◆ Work instruction
In the records below, find the line holding "context.lineJoin = 'round';" and the line holding "function drawText(font, color, halo, rows, align". Set down both, with every line between them, exactly.

◆ Saved data entries

------------------------------------------------------------------------

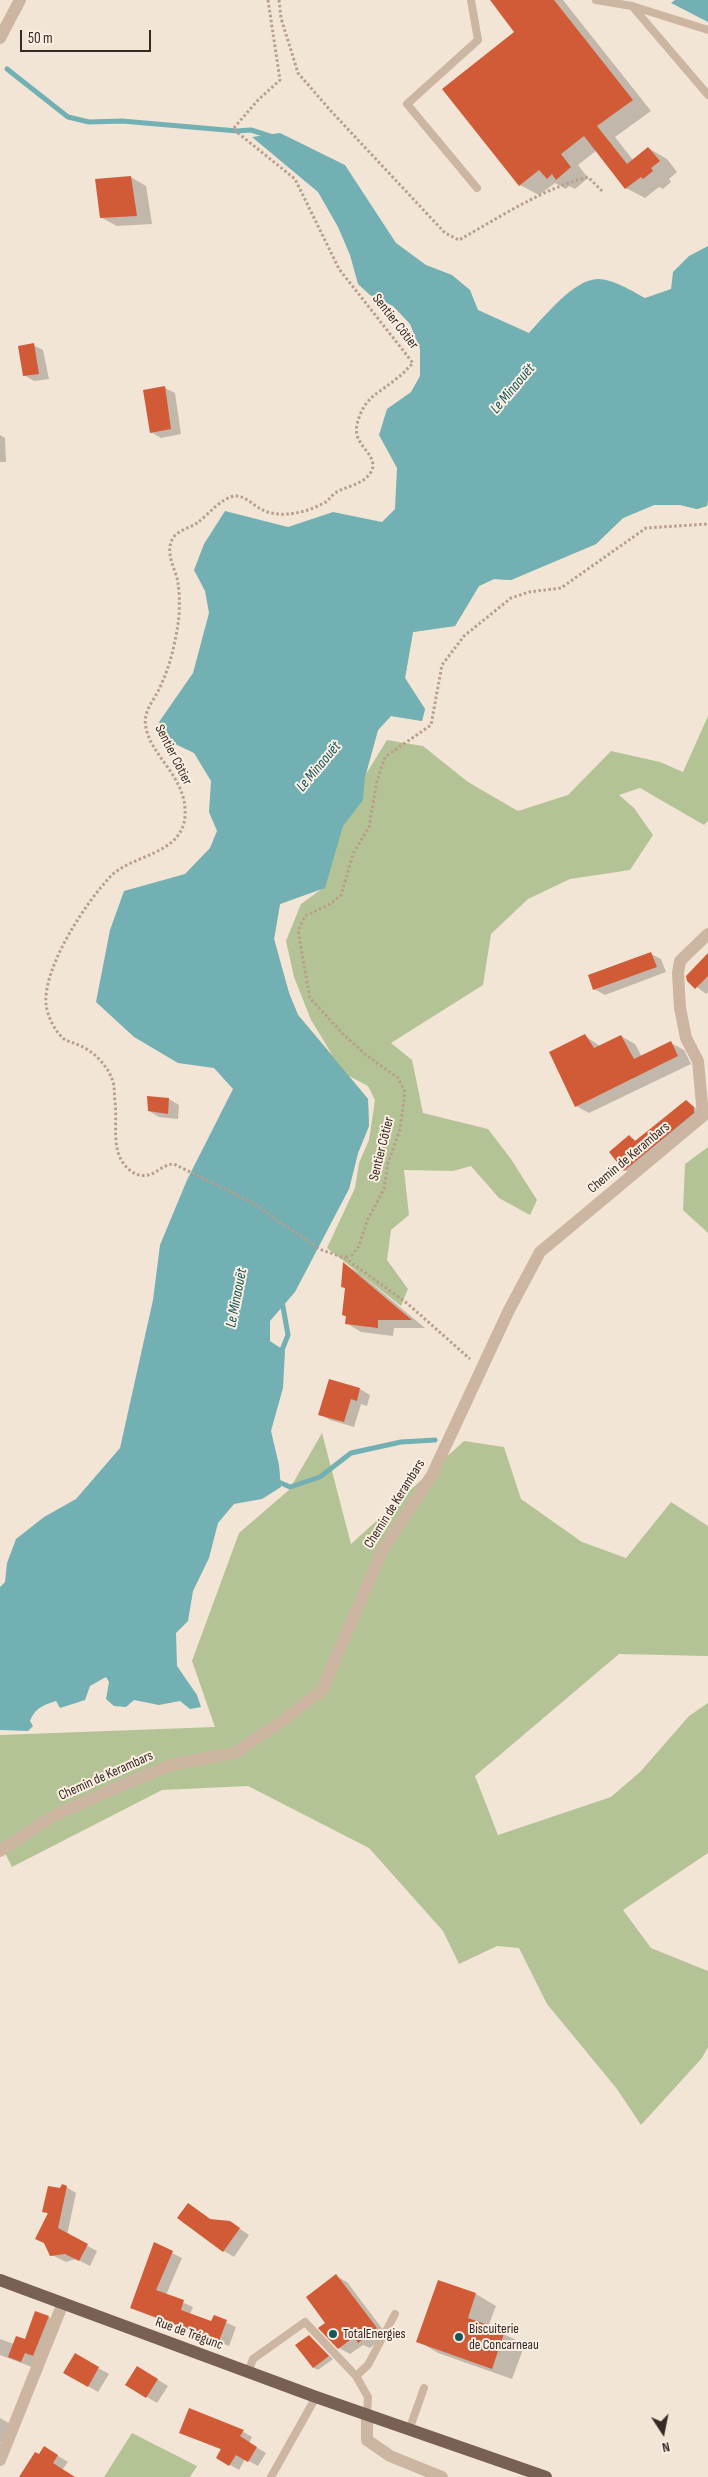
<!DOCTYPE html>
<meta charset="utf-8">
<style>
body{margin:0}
#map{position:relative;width:708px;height:2477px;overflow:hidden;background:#f3e5d6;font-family:"Sofia Sans Condensed",sans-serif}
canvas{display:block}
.north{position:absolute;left:638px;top:2407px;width:50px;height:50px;-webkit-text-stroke:4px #fbefe3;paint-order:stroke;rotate:169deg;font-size:14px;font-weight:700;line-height:20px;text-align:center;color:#362a25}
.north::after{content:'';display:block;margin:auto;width:18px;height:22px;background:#362a25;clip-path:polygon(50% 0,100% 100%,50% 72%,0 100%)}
.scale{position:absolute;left:20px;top:30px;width:131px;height:22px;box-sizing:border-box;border:2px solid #362a25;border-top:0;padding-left:6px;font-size:15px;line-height:18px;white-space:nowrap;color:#362a25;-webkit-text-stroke:4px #fbefe3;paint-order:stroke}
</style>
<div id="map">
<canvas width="708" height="2477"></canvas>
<div class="north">N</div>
<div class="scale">50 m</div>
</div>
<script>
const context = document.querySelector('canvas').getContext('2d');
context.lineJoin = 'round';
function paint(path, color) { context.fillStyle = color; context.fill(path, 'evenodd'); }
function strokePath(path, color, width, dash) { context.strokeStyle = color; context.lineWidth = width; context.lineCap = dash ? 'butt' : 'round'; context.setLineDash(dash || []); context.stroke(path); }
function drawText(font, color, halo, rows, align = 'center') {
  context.font = font + ' "Sofia Sans Condensed",sans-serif'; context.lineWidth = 4; context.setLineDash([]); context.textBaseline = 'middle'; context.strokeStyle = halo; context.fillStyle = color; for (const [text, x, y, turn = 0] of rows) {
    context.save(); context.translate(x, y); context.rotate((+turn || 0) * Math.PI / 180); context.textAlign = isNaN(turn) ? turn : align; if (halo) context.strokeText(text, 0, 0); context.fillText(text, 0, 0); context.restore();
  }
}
paint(new Path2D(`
 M 708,500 L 707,506 L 697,509 L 680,505 L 654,505 L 623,518 L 596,544 L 511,580 L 494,579 L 479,586 L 455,626 L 413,632 L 405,678 L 425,709 L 422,721 L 391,716 L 378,730 L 366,774 L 387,740 L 423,746 L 468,782 L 518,811 L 568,795 L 611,751 L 660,762 L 683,772 L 708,716 L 708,821 L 704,825 L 640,788 L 619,795 L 634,808 L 653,835 L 630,870 L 570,879 L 528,899 L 491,934 L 483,985 L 391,1043 L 412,1060 L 423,1113 L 488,1129 L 511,1159 L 537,1200 L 530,1215 L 499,1198 L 471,1166 L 453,1171 L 404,1170 L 409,1215 L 391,1230 L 387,1260 L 408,1289 L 401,1306 L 327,1248 L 355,1188 L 359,1163 L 369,1140 L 375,1100 L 368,1086 L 349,1076 L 368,1099 L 369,1126 L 358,1153 L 349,1189 L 302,1050 L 249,863 L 448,515 ZM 323,888 L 301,904 L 286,941 L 294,977 L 311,1020 L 333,1056 L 298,1015 L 289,993 L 274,939 L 280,904 Z
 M 708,1147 L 708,1233 L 683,1210 L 685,1164 Z
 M 322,1433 L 351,1544 L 464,1441 L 504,1447 L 521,1499 L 582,1542 L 626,1558 L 671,1502 L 708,1526 L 708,1656 L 619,1654 L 475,1776 L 498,1835 L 611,1797 L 641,1771 L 689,1716 L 708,1703 L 708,1853 L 623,1910 L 651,1948 L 708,1971 L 708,2047 L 702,2058 L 641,2125 L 617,2089 L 547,2004 L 519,1948 L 497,1946 L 459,1964 L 443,1931 L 369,1848 L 248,1786 L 162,1790 L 12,1867 L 0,1843 L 0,1735 L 215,1727 L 192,1661 L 239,1533 L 289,1490 Z
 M 132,2433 L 197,2466 L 190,2477 L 104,2477 Z`), '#b4c395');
paint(new Path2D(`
 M 675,0 L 708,0 L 708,22 L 671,3 Z
 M 280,133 L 345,165 L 396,243 L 426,265 L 452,275 L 470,290 L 478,310 L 529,333 C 544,317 574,279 598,279 C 613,279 632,291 645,298 L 671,289 L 673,272 L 689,256 L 708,246 L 708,500 L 707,506 L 697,509 L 680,505 L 654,505 L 623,518 L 596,544 L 511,580 L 494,579 L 479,586 L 455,626 L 413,632 L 405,678 L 425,709 L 422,721 L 391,716 L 378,730 L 365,777 L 363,800 L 343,826 L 325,888 L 280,904 L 274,939 L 289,993 L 298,1015 L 368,1099 L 369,1126 L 358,1153 L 349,1189 L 295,1292 L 270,1321 L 270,1341 L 285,1351 L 283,1388 L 271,1431 L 279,1465 L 281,1487 L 262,1499 L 234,1504 L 218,1523 L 209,1558 L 193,1591 L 188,1621 L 176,1633 L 177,1666 L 197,1695 L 201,1707 L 190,1709 L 180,1701 L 159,1705 L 134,1700 L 126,1707 L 114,1706 L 106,1699 L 109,1682 L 106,1677 L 90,1686 L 85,1700 L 60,1708 L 56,1701 C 43,1705 35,1708 30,1721 L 33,1726 L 28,1731 L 0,1730 L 0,1587 L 5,1582 L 7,1563 L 16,1539 L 44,1517 L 76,1499 L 120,1448 L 153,1300 L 160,1245 L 187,1180 L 233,1089 L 214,1068 L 178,1063 L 134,1037 L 96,1002 L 110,930 L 124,891 L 185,874 L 210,848 L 217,831 L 209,812 L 211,781 L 194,753 L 171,742 L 159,722 L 193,673 L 209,613 L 205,591 L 194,570 L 204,544 L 225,511 L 288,527 L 333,512 L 382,522 L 395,509 L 397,468 L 379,435 L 387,409 L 411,392 L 420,376 L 420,349 L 410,324 L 393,306 L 370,295 L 358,284 L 350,255 L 338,227 L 318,192 L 252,137 Z`), '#73b0b3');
paint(new Path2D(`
 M 491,0 L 563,0 L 651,111 L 615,137 L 633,160 L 648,148 L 667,159 L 677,172 L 669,179 L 671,182 L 663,189 L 659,187 L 645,198 L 626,188 L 597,150 L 578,165 L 588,178 L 575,189 L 569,186 L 566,189 L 555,183 L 539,195 L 520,185 L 516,32 Z
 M 131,177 L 146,186 L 152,224 L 117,226 L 102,218 Z
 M 33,345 L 43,350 L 49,379 L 34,381 L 24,375 Z
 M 165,388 L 175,393 L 181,434 L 161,438 L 151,432 Z
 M 0,435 L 5,438 L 6,462 L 0,462 Z
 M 651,954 L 661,959 L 666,972 L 605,995 L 594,989 Z
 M 708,955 L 708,992 L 706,994 L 688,980 Z
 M 585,1036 L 600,1046 L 621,1036 L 635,1044 L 642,1057 L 671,1043 L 684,1050 L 691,1064 L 589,1113 L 576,1106 Z
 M 169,1099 L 179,1105 L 178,1119 L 159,1117 L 149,1111 Z
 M 686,1101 L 704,1114 L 635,1176 L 625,1170 L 611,1152 L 629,1137 L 637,1141 Z
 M 344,1264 L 359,1273 L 425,1328 L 394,1328 L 393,1336 L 361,1332 L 346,1323 L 347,1317 L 343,1315 L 346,1289 Z
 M 330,1380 L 360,1389 L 370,1395 L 367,1406 L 361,1404 L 354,1427 L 330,1420 L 320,1414 Z
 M 66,2187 L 76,2193 L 67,2235 L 97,2251 L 90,2266 L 76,2259 L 66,2262 L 50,2254 L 48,2214 L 44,2211 L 61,2190 Z
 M 189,2204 L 212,2220 L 230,2222 L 249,2235 L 234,2257 L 224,2251 Z
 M 154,2244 L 182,2258 L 166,2295 L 193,2307 L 190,2314 L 212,2323 L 214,2317 L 236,2327 L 229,2346 L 132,2308 Z
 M 336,2276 L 347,2282 L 387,2335 L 370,2348 L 363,2345 L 350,2354 L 339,2348 Z
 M 439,2281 L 476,2294 L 496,2306 L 488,2327 L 525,2344 L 512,2379 L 438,2353 L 418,2341 Z
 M 49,2317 L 59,2323 L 32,2367 L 0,2355 L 0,2339 L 14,2344 L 25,2341 Z
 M 309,2336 L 333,2359 L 318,2370 L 314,2368 L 297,2346 Z
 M 75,2355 L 109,2374 L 98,2392 L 65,2373 Z
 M 147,2373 L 168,2386 L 157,2403 L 126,2384 Z
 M 0,2418 L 12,2425 L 5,2444 L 0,2442 Z
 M 235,2427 L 252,2437 L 249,2443 L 266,2453 L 258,2466 L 245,2459 L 239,2470 L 218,2458 L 222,2450 L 181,2433 Z
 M 45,2448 L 68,2462 L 57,2477 L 22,2477 Z`), '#0003');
strokePath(new Path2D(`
 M 7,69 L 68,117 L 89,122 L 122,121 L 237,131 L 251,130 L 273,137
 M 280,1355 L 288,1335 L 282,1301
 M 274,1480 L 290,1487 L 320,1477 L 351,1453 L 401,1442 L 435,1440`), '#73b0b3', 5);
paint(new Path2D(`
 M 490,0 L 554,0 L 633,100 L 597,126 L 627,164 L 648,147 L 660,161 L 651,168 L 653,171 L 643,179 L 641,177 L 625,189 L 584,136 L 561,154 L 571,167 L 556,180 L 552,174 L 547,179 L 539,170 L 519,186 L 442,89 L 514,32 Z
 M 131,176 L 137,216 L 100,218 L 95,179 Z
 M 34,343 L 39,374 L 23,376 L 18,346 Z
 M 165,386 L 171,429 L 150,433 L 143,390 Z
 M 651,952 L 657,967 L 593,990 L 588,975 Z
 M 708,953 L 708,976 L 695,989 L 687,981 L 686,976 Z
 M 585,1034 L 594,1048 L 621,1035 L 634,1059 L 671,1041 L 678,1056 L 575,1107 L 549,1052 Z
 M 147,1096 L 169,1098 L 168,1114 L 148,1111 Z
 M 686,1100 L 694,1107 L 694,1113 L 624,1171 L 609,1152 L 629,1135 L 635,1141 Z
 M 343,1262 L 395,1306 L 412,1320 L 378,1320 L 378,1328 L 345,1324 L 346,1316 L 342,1315 L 345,1288 L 341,1287 Z
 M 329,1379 L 360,1388 L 357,1401 L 351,1399 L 344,1422 L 318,1415 Z
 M 62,2184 L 67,2186 L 58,2228 L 88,2244 L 79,2261 L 65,2254 L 50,2256 L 44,2243 L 35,2239 L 48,2213 L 42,2212 L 48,2186 L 60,2188 Z
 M 188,2203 L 210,2219 L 230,2221 L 240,2228 L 223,2252 L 177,2218 Z
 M 154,2242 L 173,2251 L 156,2290 L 184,2300 L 181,2310 L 211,2321 L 214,2315 L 227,2320 L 219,2341 L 130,2308 Z
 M 336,2274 L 377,2328 L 358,2343 L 354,2337 L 338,2349 L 318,2328 L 325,2323 L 306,2297 Z
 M 438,2280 L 476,2293 L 468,2318 L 505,2331 L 492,2369 L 416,2342 Z
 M 35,2311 L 49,2316 L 33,2356 L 25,2353 L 21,2362 L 8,2357 L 16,2336 L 25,2339 Z
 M 309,2335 L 329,2356 L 313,2368 L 295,2345 Z
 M 75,2353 L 99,2367 L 88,2387 L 63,2373 Z
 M 137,2366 L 158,2379 L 146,2398 L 125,2385 Z
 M 189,2408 L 244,2430 L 240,2436 L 257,2447 L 248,2462 L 236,2455 L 229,2466 L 216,2458 L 221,2449 L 179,2433 Z
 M 44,2446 L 58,2455 L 53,2463 L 75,2477 L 19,2477 L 35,2452 L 39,2454 Z`), '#d15b36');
strokePath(new Path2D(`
 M 268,0 L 280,80 L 258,100 L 233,129 L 295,179 L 339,269 L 413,363 C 407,369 402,375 396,379 C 382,391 367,396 360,415 C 357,422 355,431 358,438 C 364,452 383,462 366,478 C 358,485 345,487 335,493 C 330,497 328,502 322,504 C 305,513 278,519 261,509 C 253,505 244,495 235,496 C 221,498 208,515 197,523 C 190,528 178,530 173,538 C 164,553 176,569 178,583 C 180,597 180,615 177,630 C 174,648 169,668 161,685 C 155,700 142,711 146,728 C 152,758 188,778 185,817 C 181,855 133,854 111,876 C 86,902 43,967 46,1004 C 47,1015 55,1032 64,1039 C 69,1042 75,1043 81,1046 C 94,1052 107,1065 112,1079 C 115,1085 114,1094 115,1102 C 117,1117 114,1133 117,1148 C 119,1162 133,1179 148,1175 C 158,1173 163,1164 174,1164 L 253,1203 L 319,1249 L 345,1258 L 408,1304 L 470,1359
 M 279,0 L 281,18 L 298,73 L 330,110 L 445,233 L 459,240 C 500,217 542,189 588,177 L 603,192
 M 346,1257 L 352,1255 L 359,1246 L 367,1221 L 384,1189 L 388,1163 L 400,1129 L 405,1092 L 398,1078 L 366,1055 L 343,1034 L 310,998 L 298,931 L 305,916 L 330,904 L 341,895 L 353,854 L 369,827 L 377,781 L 385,757 L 431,725 L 442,665 L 464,636 L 511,598 L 529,592 L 561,588 L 646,528 L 708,524`), '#b89e8c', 3, [2.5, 2.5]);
strokePath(new Path2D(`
 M 471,0 L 478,40 L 407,104 L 477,188
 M 596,0 L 632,6 L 708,30
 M 632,6 L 708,95
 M 248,2372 L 253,2359 L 305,2322 L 356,2376 L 368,2397 L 367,2415
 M 356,2376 L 368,2365 L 395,2314
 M 409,2430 L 424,2388
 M 271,2477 L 316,2397`), '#ccb5a1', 8);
strokePath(new Path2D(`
 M 0,38 L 20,0
 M 0,1851 L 55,1815 L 132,1781 L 174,1764 L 235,1753 L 278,1724 L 322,1690 L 383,1549 L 432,1475 L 509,1310 L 540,1252 L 703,1116 L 698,1061 L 686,1038 L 680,1008 L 678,973 L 680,961 L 708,934
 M 367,2415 L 367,2440 L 390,2456 L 442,2477
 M 0,2460 L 63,2303`), '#ccb5a1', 12);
strokePath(new Path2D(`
 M 0,2280 L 316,2397 L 546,2477`), '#796054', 12);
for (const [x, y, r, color] of [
 [333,2334,5,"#17575a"],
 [459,2337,5,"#17575a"]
]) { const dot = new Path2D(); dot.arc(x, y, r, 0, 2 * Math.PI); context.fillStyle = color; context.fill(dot); strokePath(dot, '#fbefe3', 2); }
drawText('14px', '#362a25', '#fbefe3', [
 ["Sentier Côtier",395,322,52],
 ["Sentier Côtier",173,755,63],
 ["Sentier Côtier",382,1149,-76],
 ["Chemin de Kerambars",629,1158,-40],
 ["Chemin de Kerambars",395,1504,-58],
 ["Chemin de Kerambars",106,1776,-24],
 ["Rue de Trégunc",189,2334,20]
]);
drawText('14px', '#362a25', '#fbefe3', [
 ["Biscuiterie",469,2329],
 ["de Concarneau",469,2345],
 ["TotalEnergies",343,2334]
], 'left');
drawText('italic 15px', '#17575a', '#fbefe3', [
 ["Le Minaouët",513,389,-50],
 ["Le Minaouët",319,767,-50],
 ["Le Minaouët",237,1298,-79]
]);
</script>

------------------------------------------------------------------------

◆ Output of the task
context.lineJoin = 'round';
function paint(path, color) { context.fillStyle = color; context.fill(path, 'evenodd'); }
function strokePath(path, color, width, dash) { context.strokeStyle = color; context.lineWidth = width; context.lineCap = dash ? 'butt' : 'round'; context.setLineDash(dash || []); context.stroke(path); }
function drawText(font, color, halo, rows, align = 'center') {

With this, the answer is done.